## Task details
Below is a listing; retype exactly the lines between the one containing "Read the map" and the one containing "For a GIS import: Summarize", inclusive, minus the pictures.

## Data extracts
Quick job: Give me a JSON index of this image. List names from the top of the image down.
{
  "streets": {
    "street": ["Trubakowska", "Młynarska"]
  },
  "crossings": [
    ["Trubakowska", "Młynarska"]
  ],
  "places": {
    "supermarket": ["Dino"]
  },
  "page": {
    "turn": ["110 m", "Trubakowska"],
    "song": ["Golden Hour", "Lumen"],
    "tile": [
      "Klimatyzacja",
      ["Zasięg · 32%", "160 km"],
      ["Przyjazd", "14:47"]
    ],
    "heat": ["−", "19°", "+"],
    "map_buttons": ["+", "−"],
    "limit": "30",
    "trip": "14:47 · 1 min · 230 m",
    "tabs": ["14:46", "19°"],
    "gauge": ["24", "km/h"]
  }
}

* * *

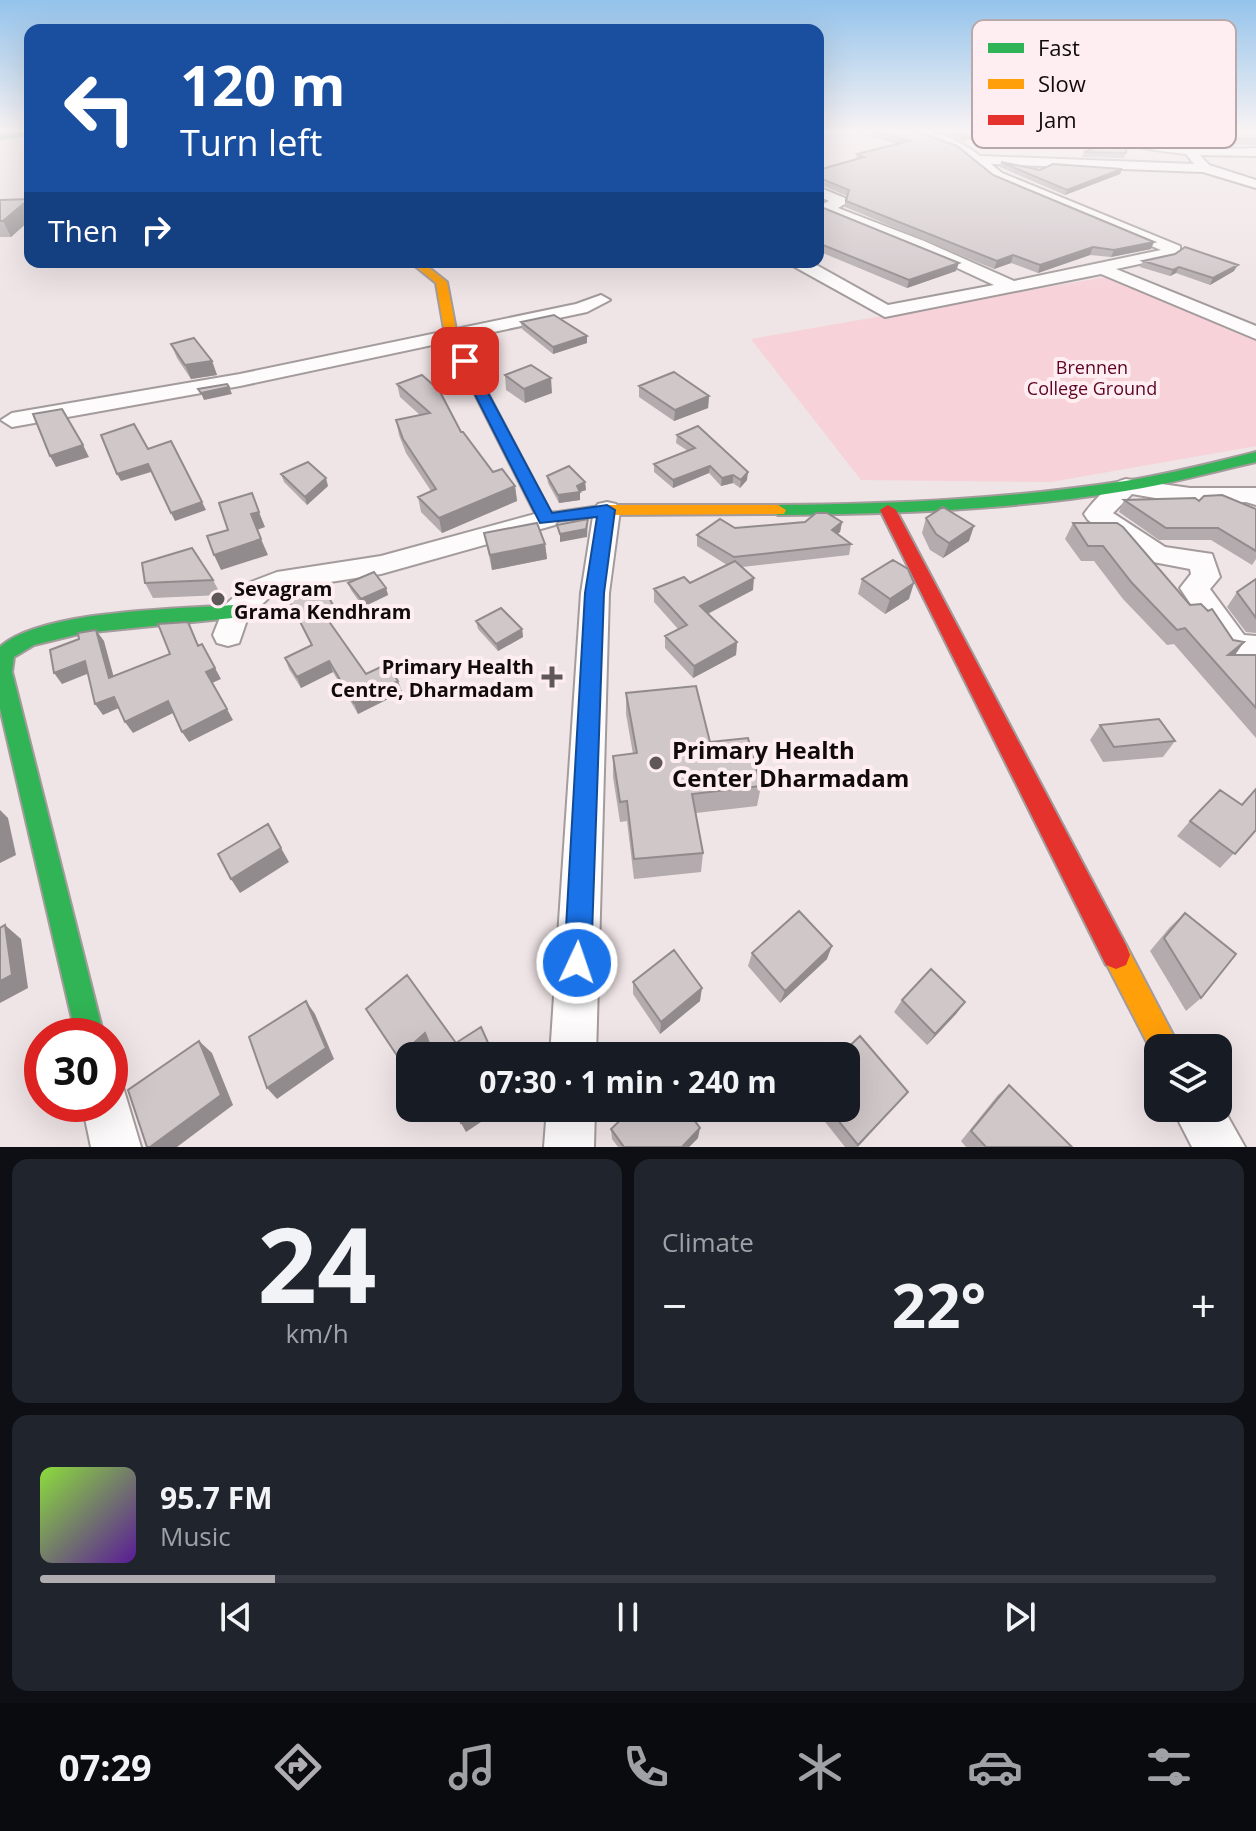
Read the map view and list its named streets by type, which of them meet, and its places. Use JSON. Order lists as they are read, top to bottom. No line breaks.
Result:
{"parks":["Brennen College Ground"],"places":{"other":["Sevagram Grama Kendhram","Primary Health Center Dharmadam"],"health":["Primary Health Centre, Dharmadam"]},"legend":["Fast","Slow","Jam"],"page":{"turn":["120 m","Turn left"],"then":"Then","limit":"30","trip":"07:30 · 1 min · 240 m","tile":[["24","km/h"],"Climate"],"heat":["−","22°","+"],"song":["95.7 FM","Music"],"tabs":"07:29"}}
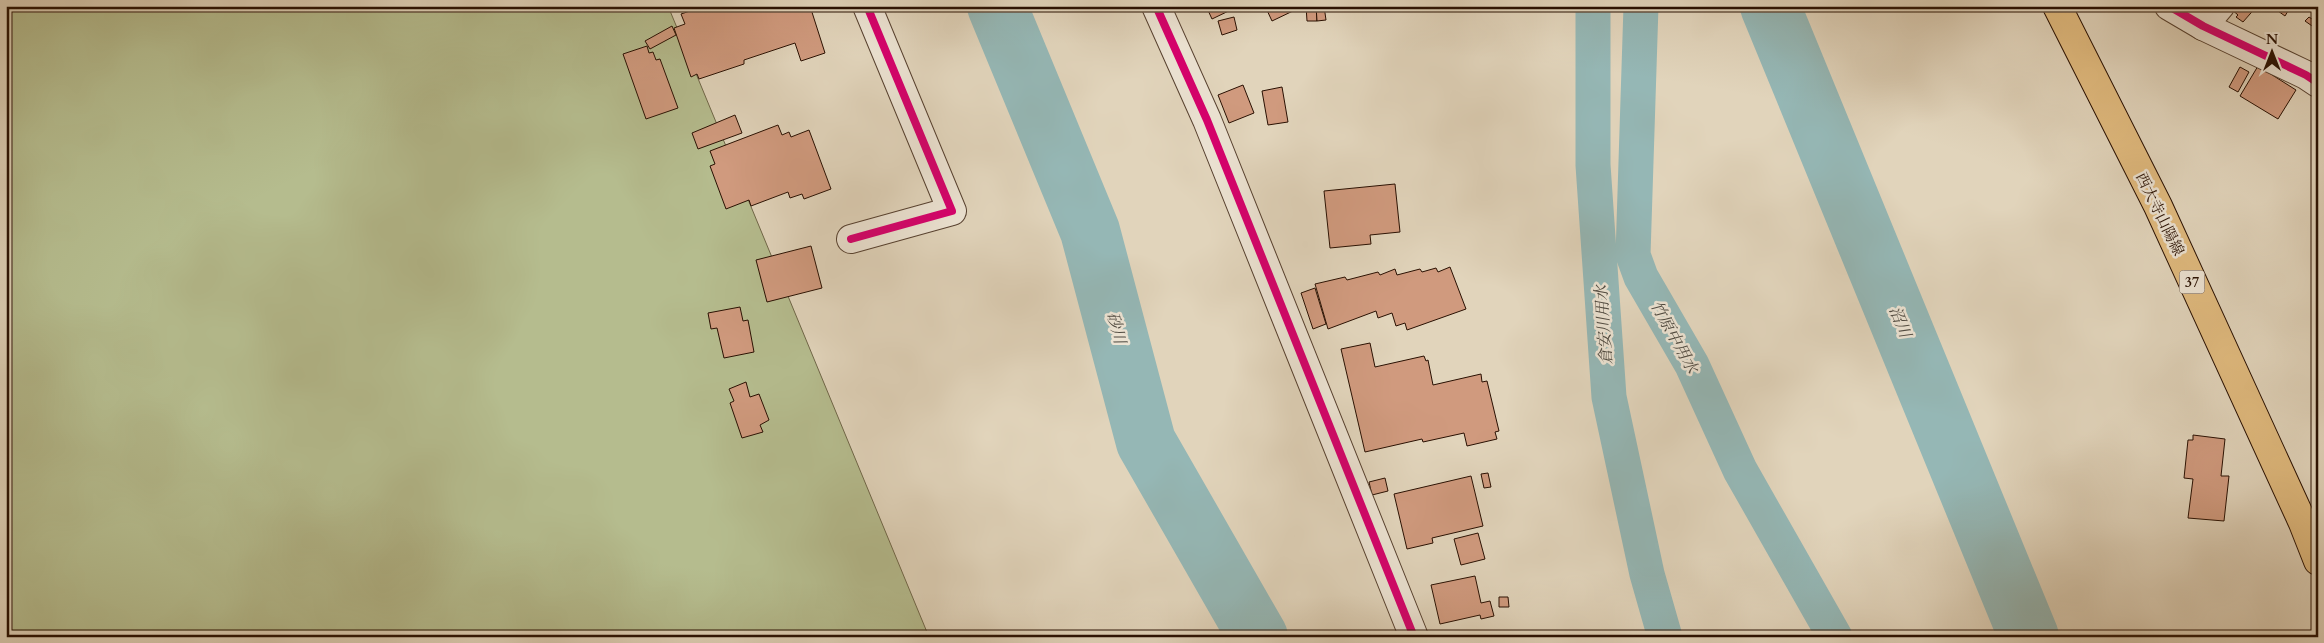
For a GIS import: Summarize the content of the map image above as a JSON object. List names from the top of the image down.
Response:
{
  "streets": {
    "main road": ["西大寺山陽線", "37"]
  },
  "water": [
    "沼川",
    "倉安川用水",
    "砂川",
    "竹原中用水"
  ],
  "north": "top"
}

## Result of the task
Read the map view and list its named streets by type, which of them meet, and its places. Use JSON. Order lists as they are read, top to bottom. No line breaks.
Result:
{"parks":["Brennen College Ground"],"places":{"other":["Sevagram Grama Kendhram","Primary Health Center Dharmadam"],"health":["Primary Health Centre, Dharmadam"]},"legend":["Fast","Slow","Jam"],"page":{"turn":["120 m","Turn left"],"then":"Then","limit":"30","trip":"07:30 · 1 min · 240 m","tile":[["24","km/h"],"Climate"],"heat":["−","22°","+"],"song":["95.7 FM","Music"],"tabs":"07:29"}}
For a GIS import: Summarize the content of the map image above as a JSON object. List names from the top of the image down.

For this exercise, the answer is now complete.